Embedded system developers are also concerned with the high cost of requalification. The reality today is that there may be three iterations of MLC for every one iteration of SLC, which necessitate a requal for every iteration. For high-capacity requirements, it may still be difficult to cost-justify using SLC, but as capacity needs decrease, the total cost of ownership (TCO) and performance arguments for SLC become more compelling (Figure 2).

Figure 2
Virtium offers some of the storage industry’s longest product lifecycles, which help minimize costly and disruptive requalifications. Its second generation SLC-based StorFly PE class products are guaranteed to not cause a requal for at least four years.

Rules Are Not Always Followed

After reviewing the diverse set of applications, it should be abundantly clear why SSD application classes are defined by usage model and their associated workload requirements rather than technology. These definitions provide a helpful set of guidelines in specifying SSDs. However, not all SSD suppliers follow these guidelines, and it is not mandatory to do so. At the moment, the JEDEC JC-64.8 SSD committee defines application classes only for client and enterprise SSDs in document JESD218. The workloads associated with these application classes are explained in JESD219.
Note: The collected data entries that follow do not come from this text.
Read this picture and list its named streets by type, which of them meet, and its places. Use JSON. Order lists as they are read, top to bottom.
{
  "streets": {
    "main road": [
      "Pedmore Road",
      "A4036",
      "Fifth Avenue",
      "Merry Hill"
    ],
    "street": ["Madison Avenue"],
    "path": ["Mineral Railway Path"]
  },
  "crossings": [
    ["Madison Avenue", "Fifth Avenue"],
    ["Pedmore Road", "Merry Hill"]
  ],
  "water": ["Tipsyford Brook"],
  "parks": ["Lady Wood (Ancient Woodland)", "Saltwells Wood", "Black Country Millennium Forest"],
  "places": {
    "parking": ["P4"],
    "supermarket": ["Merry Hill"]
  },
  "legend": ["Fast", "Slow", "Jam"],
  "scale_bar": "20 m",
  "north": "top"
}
Unfortunately, embedded system developers may not find a given SSD specification to be particularly useful or meaningful if it isn’t based on a set of common rules. JEDEC definitions are helpful in specifying client and enterprise SSDs, but they don’t cover all of the considerations for embedded SSDs. Therefore, it is important for designers to carefully review datasheets to fully understand the assumptions and conditions under which the products are specified (Figure 3).

Figure 3
Virtium’s StorFly SATA, TuffDrive USB and CompactFlash SSDs match the use case needs of a multitude of industrial embedded systems. StorFly SATA SSDs are not only available with SATA 6G interfaces, they can also be configured as SATA 3G or even SATA 1.5G devices, since many legacy systems were never designed to accommodate handshaking from SATA 6G.
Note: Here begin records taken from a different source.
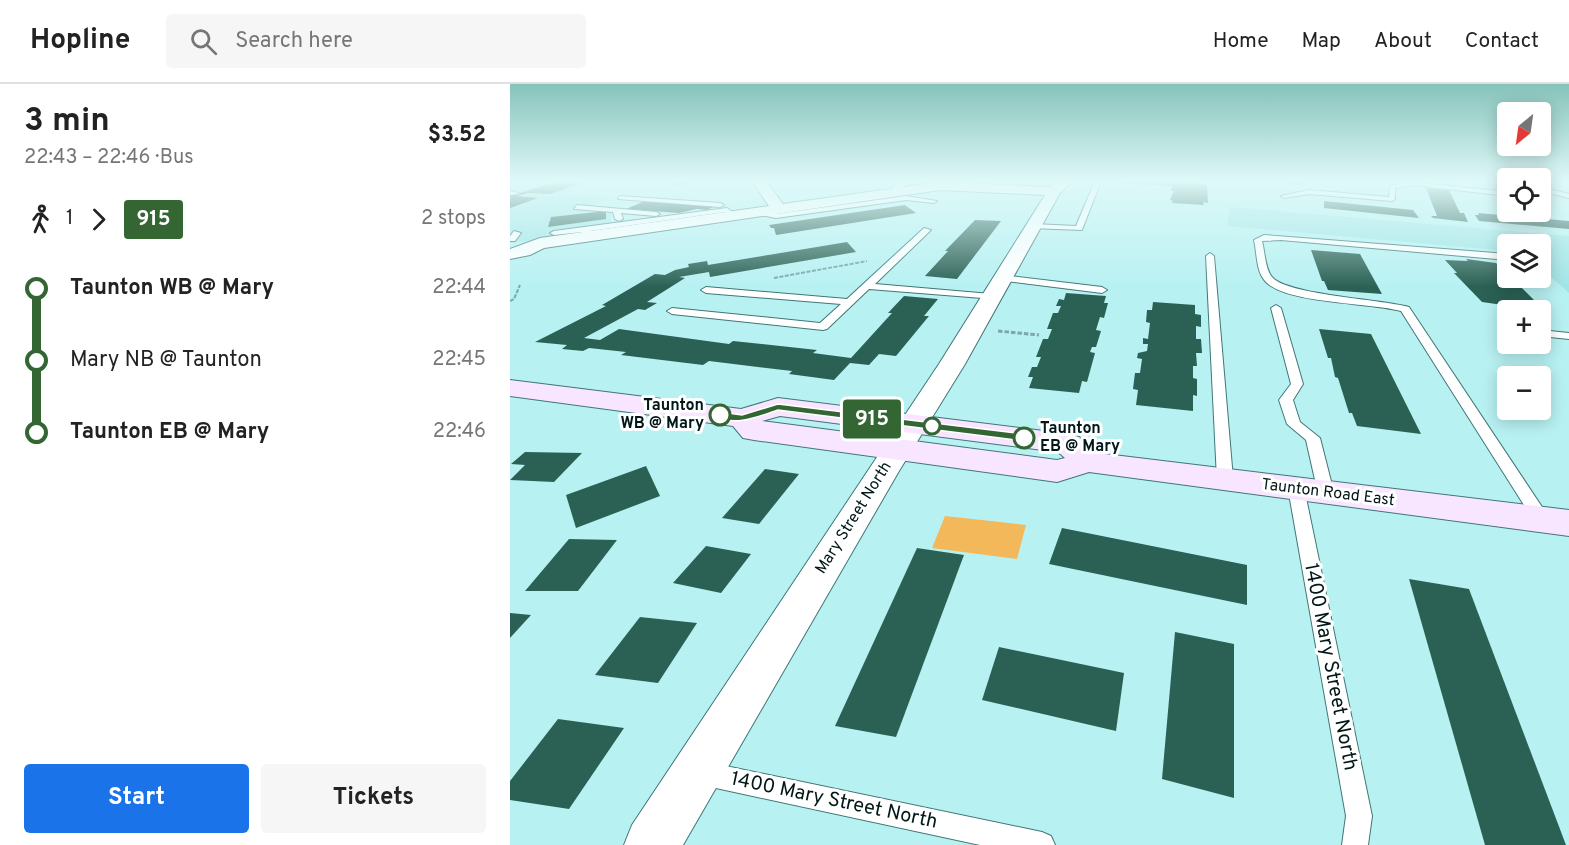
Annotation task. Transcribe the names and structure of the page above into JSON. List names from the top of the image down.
{
  "streets": {
    "main road": ["Taunton Road East"],
    "street": ["Mary Street North"],
    "lane": ["1400 Mary Street North"]
  },
  "crossings": [
    ["Taunton Road East", "Mary Street North"],
    ["Taunton Road East", "1400 Mary Street North"],
    ["Mary Street North", "1400 Mary Street North"]
  ],
  "places": ["Taunton WB @ Mary", "Taunton EB @ Mary"],
  "lines": ["bus line 915"],
  "north": "bottom left",
  "page": {
    "header": "Hopline",
    "search": "Search here",
    "nav": [
      "Home",
      "Map",
      "About",
      "Contact"
    ],
    "heading": ["3 min", "22:43 – 22:46 · Bus", "$3.52"],
    "on_map": "915",
    "map_buttons": ["+", "−"],
    "legs": ["1", "915", "2 stops"],
    "list": [
      {
        "name": "Taunton WB @ Mary",
        "value": "22:44"
      },
      {
        "name": "Mary NB @ Taunton",
        "value": "22:45"
      },
      {
        "name": "Taunton EB @ Mary",
        "value": "22:46"
      }
    ],
    "buttons": ["Start", "Tickets"]
  }
}
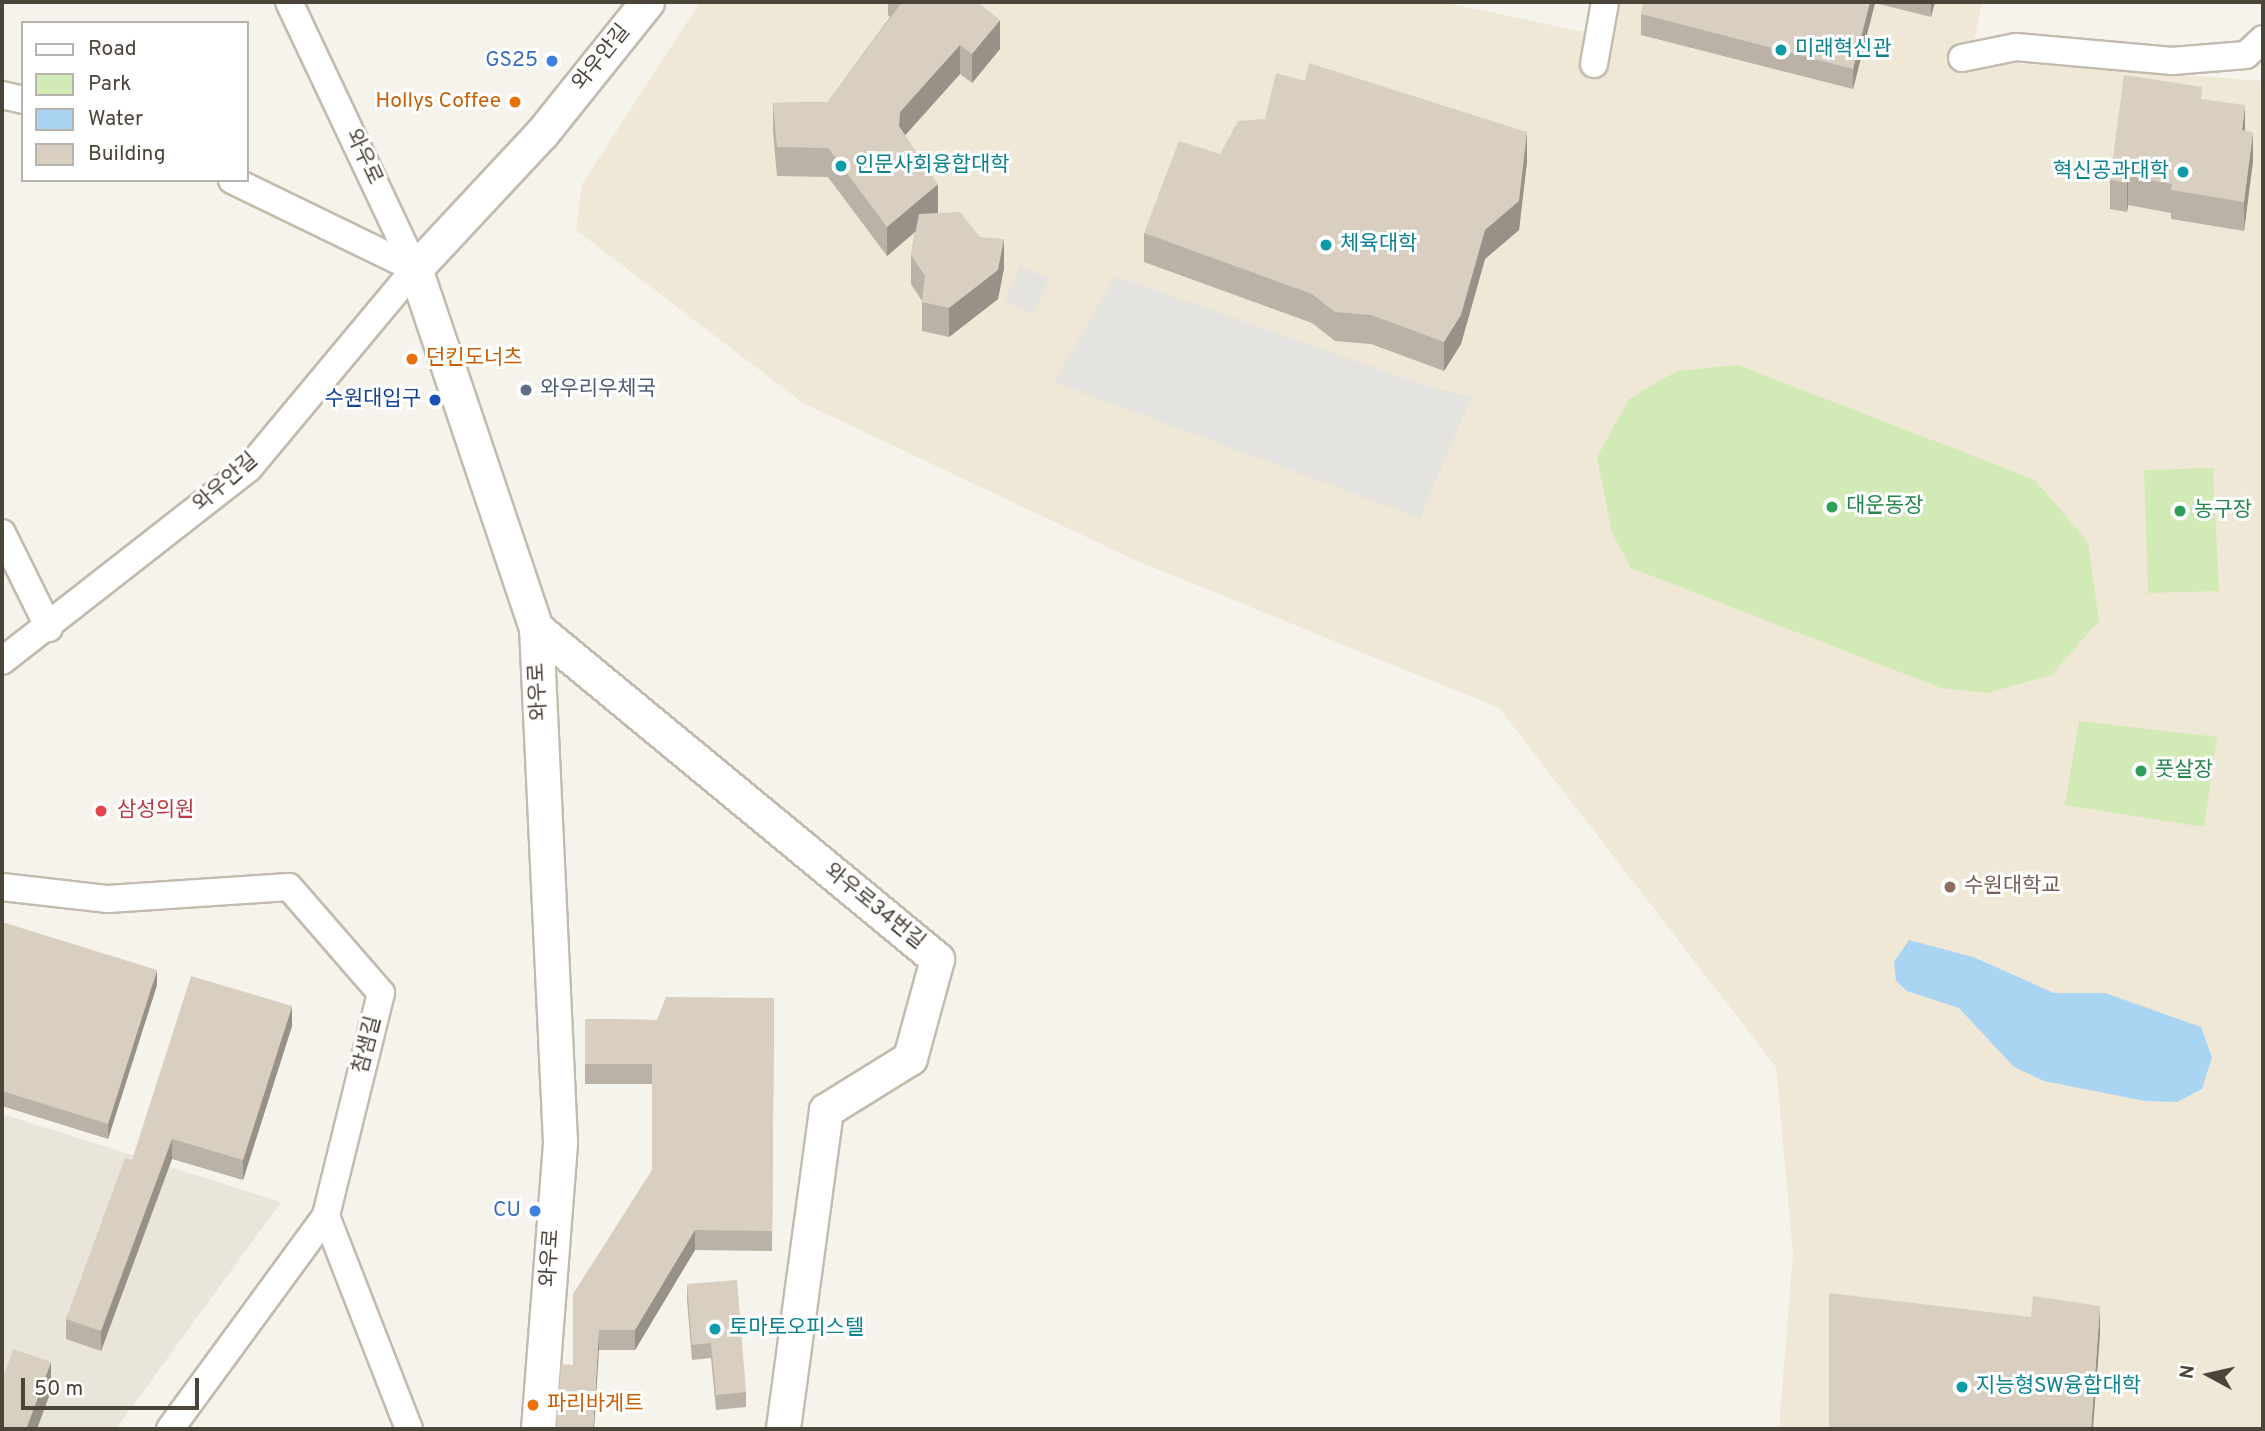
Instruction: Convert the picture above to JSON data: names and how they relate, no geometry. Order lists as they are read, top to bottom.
{
  "streets": {
    "street": [
      "와우안길",
      "와우로",
      "와우로34번길",
      "참샘길"
    ]
  },
  "crossings": [
    ["와우안길", "와우로"],
    ["와우로", "와우로34번길"]
  ],
  "places": [
    "미래혁신관",
    "GS25",
    "Hollys Coffee",
    "인문사회융합대학",
    "혁신공과대학",
    "체육대학",
    "던킨도너츠",
    "와우리우체국",
    "수원대입구",
    "대운동장",
    "농구장",
    "풋살장",
    "삼성의원",
    "수원대학교",
    "CU",
    "토마토오피스텔",
    "지능형SW융합대학",
    "파리바게트"
  ],
  "legend": [
    "Road",
    "Park",
    "Water",
    "Building"
  ],
  "scale_bar": "50 m",
  "north": "left"
}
Validating endurance for an infrastructure application class workload is an excellent example where designers may need to define many elements that include active use (power on) time and temperature, retention use (power off) time and temperature, and functional failure and uncorrectable bit error rate requirements. Adding to the challenge is that the metrics shown in Table 2 are all interrelated when it comes to endurance, and changes in assumptions for one parameter can lead to changes in another.

Table 2
Factors affecting SSD endurance and suitability for a given application.

This endurance example highlights the critical nature of understanding the use case for which an SSD is specified for its applicability and effectiveness in certain situations. Consequently, if SSD specifications do not provide use case data, they are truly of limited benefit to developers and should be questioned.
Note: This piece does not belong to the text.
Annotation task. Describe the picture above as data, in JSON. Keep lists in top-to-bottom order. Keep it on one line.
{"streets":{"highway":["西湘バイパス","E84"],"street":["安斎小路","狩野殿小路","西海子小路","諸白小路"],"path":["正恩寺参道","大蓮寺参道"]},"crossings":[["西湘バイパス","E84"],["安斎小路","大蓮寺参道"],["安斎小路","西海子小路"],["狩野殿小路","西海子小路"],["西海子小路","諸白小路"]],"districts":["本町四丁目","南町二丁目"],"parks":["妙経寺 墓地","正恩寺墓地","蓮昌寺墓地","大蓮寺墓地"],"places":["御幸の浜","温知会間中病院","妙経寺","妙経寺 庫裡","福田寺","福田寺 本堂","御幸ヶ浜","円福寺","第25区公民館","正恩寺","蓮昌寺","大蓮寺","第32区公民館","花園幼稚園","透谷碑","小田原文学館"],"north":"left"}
SSDs That Match Industrial Infrastructure Needs

Because of the broad and varying storage requirements of embedded and industrial systems infrastructure applications, OEMs today need to seek multiple options to match their individual system needs. While there are many suppliers of SSDs, not all are in tune with embedded infrastructure application developers’ unique requirements. These developers require specifically engineered SSDs that address unique challenges including power-down protection, 24/7 availability, reliable operation over a wide temperature range, low-power/low-heat, high endurance and long product lifecycles, to name a few.

As the analysis should have highlighted, total cost of ownership and improved storage efficiency benefits can be achieved in embedded system designs by taking the time to fully understand SSD application classes. This information can greatly assist OEMs in selecting the most optimal solution for their particular design. Although it can be challenging to find the right SSD to meet budget and application specifications, there are expert storage suppliers ready to take a larger role in serving the needs of this diverse market with extensive expertise in guiding OEMs to the optimal storage solution, and by delivering high-reliability, quality products that are proven to work over the course of the systems’ lifecycle goals.